▶ **What you will do**
Every line below that mentions the word "read" should be copied out.

Data for this exercise section start

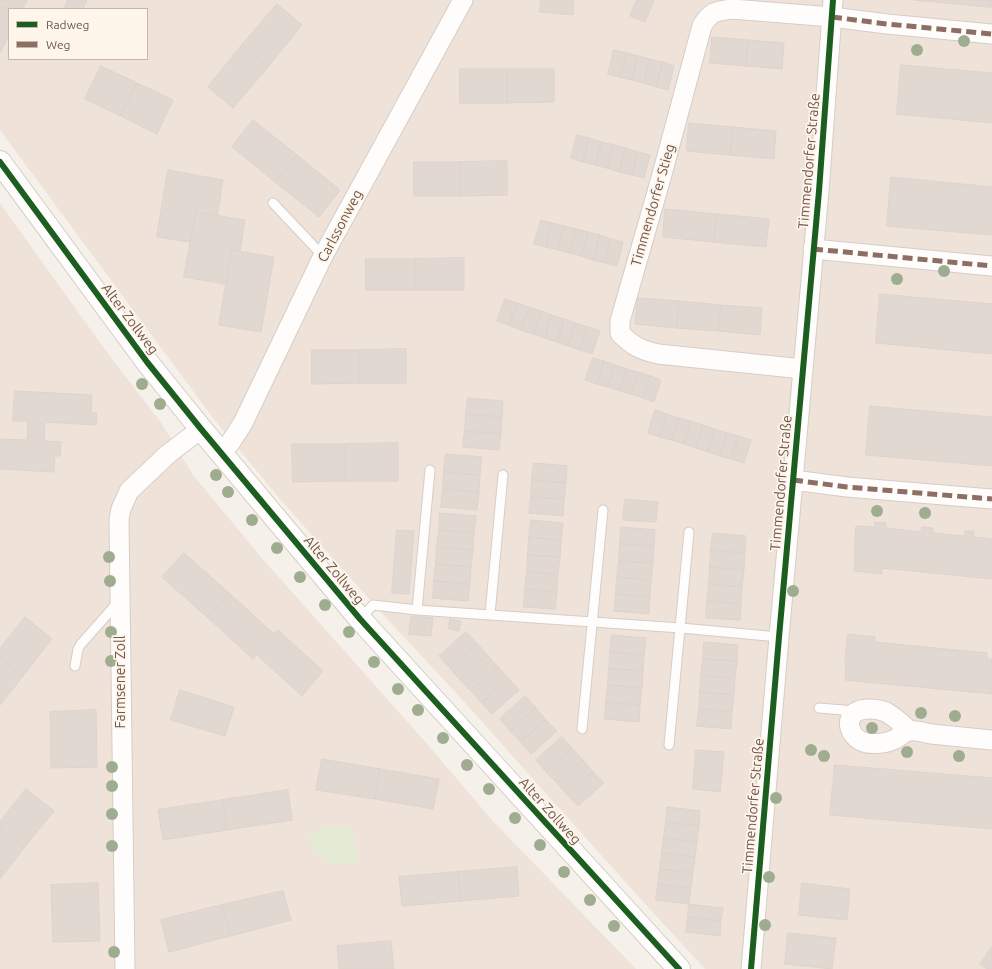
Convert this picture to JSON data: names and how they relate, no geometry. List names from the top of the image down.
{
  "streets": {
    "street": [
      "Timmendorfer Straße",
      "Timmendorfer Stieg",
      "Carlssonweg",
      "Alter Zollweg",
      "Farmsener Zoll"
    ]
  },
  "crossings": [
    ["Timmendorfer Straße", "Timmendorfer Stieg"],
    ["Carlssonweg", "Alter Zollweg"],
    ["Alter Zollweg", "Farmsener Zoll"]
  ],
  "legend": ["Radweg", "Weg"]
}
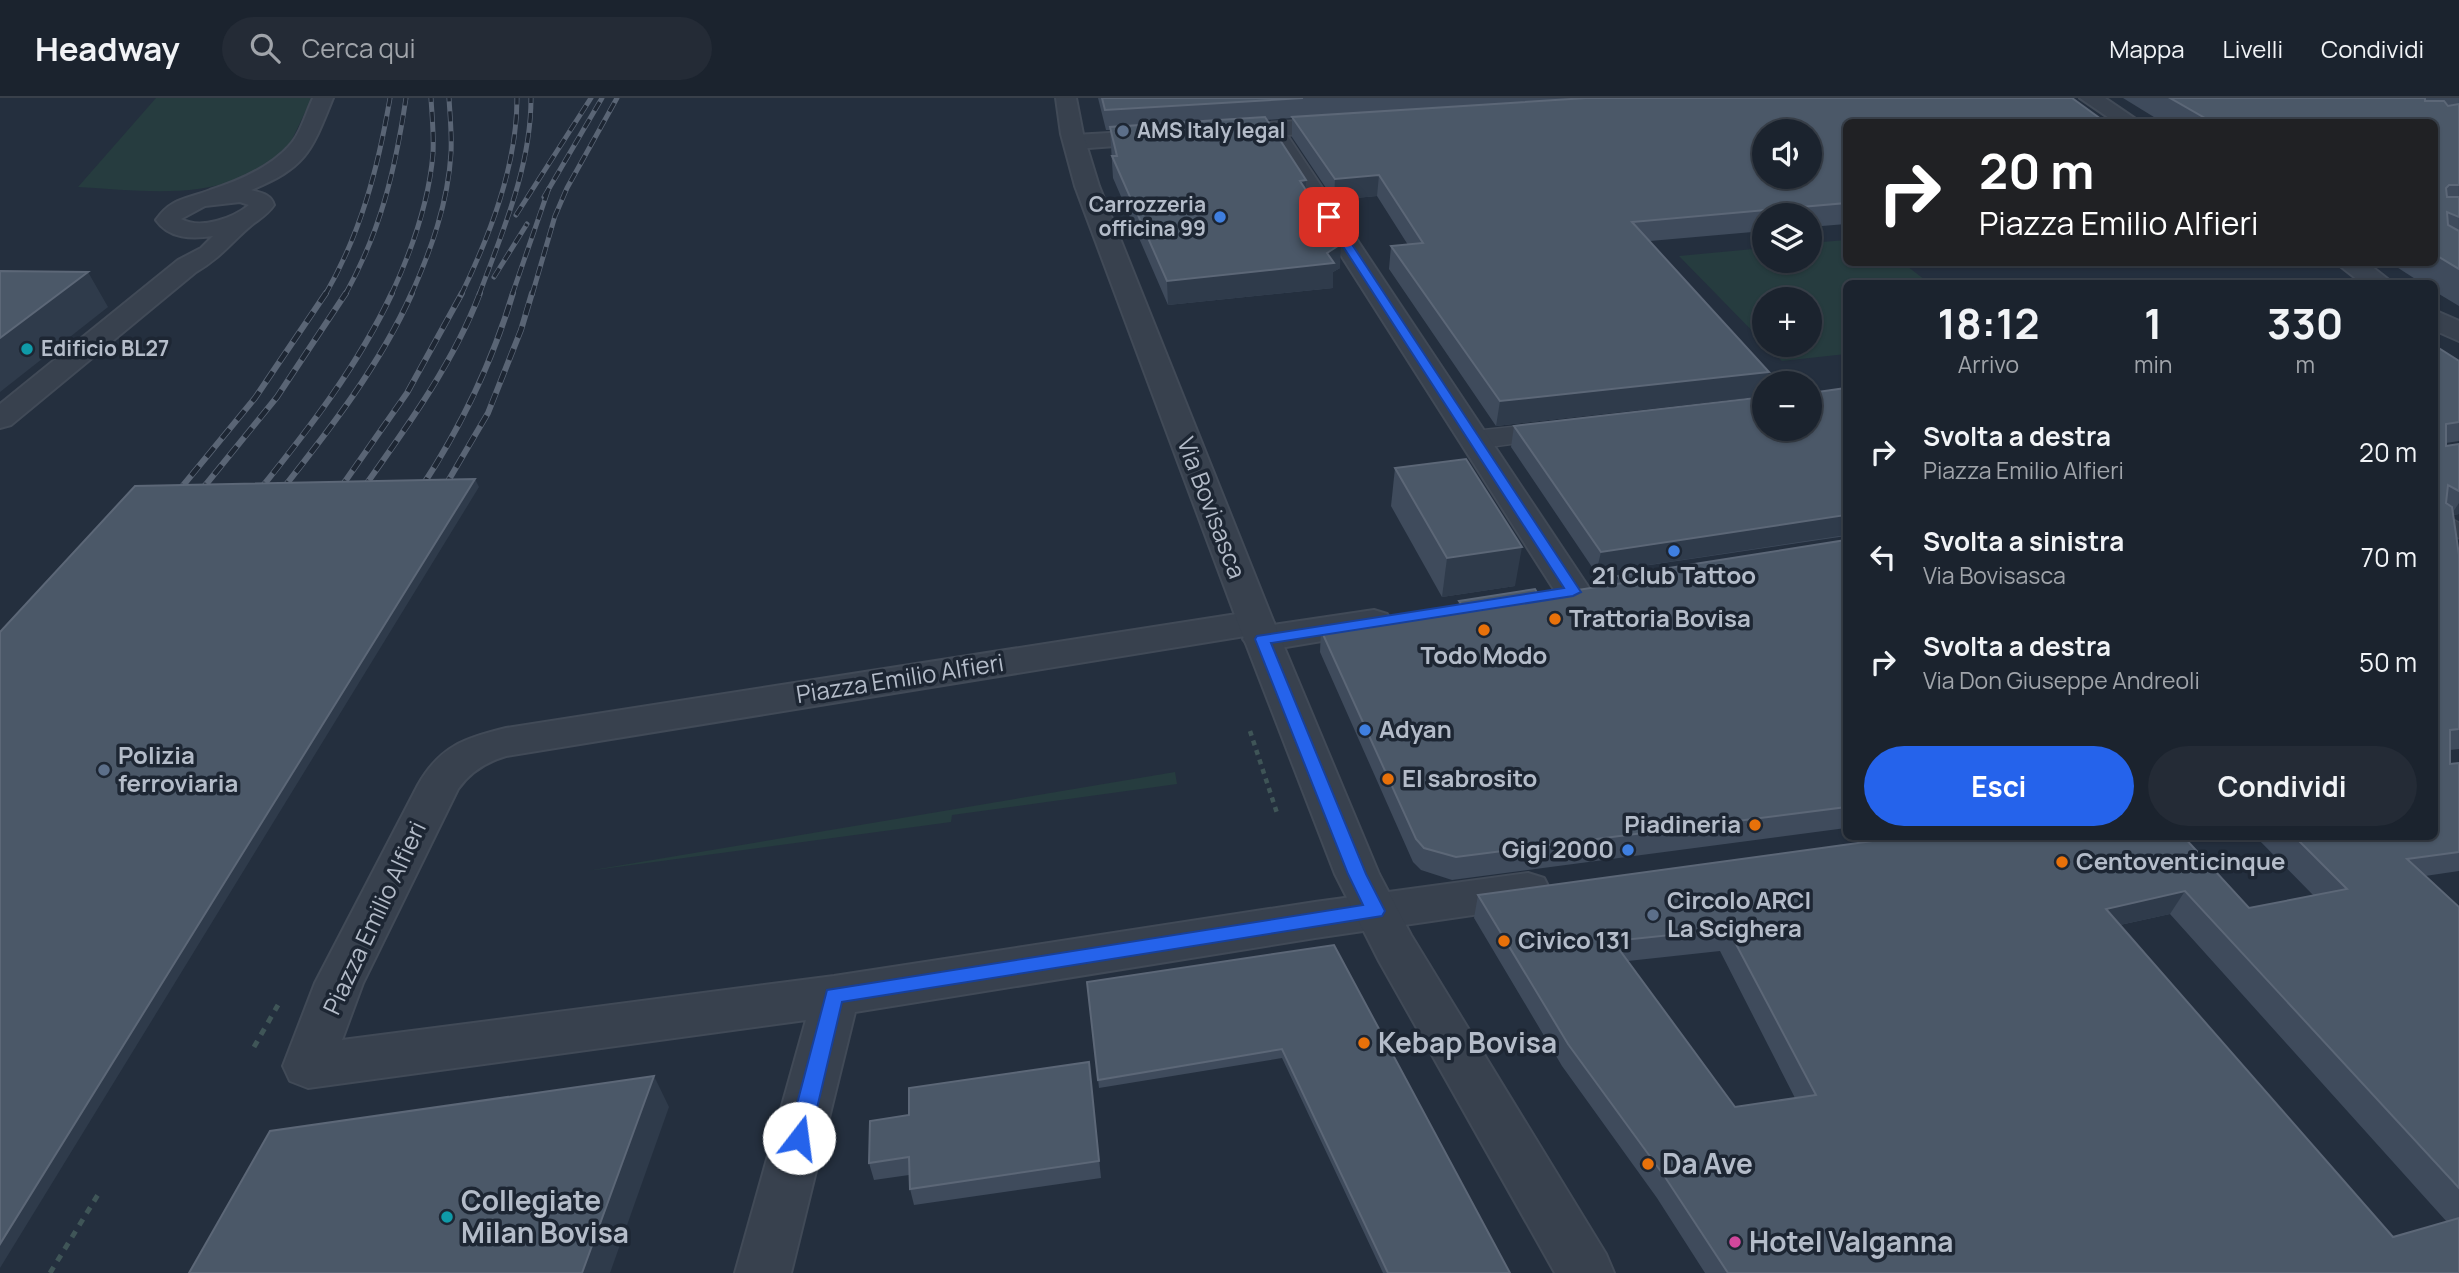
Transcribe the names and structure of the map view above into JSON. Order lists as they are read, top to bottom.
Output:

Data for this exercise section end
Data for this exercise section start

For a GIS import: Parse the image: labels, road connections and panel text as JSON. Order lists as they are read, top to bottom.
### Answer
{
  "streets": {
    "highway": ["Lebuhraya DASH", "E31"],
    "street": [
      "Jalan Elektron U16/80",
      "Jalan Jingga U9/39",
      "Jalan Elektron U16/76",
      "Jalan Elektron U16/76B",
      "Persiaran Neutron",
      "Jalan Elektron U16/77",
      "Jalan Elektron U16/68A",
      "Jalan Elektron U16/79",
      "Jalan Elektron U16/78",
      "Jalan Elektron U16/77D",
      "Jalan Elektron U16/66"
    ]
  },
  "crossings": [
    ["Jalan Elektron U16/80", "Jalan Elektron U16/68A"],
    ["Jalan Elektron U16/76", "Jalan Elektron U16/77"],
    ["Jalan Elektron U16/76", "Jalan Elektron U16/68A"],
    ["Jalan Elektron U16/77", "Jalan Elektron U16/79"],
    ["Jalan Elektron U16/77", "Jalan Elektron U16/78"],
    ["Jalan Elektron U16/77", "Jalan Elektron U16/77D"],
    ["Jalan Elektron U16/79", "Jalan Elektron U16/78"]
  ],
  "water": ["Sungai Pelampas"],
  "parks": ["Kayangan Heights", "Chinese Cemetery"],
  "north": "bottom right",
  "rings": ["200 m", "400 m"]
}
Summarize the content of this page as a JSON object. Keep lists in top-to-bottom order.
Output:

Data for this exercise section end

▶ **Output of the exercise**
Transcribe the names and structure of the map view above into JSON. Order lists as they are read, top to bottom.
For a GIS import: Parse the image: labels, road connections and panel text as JSON. Order lists as they are read, top to bottom.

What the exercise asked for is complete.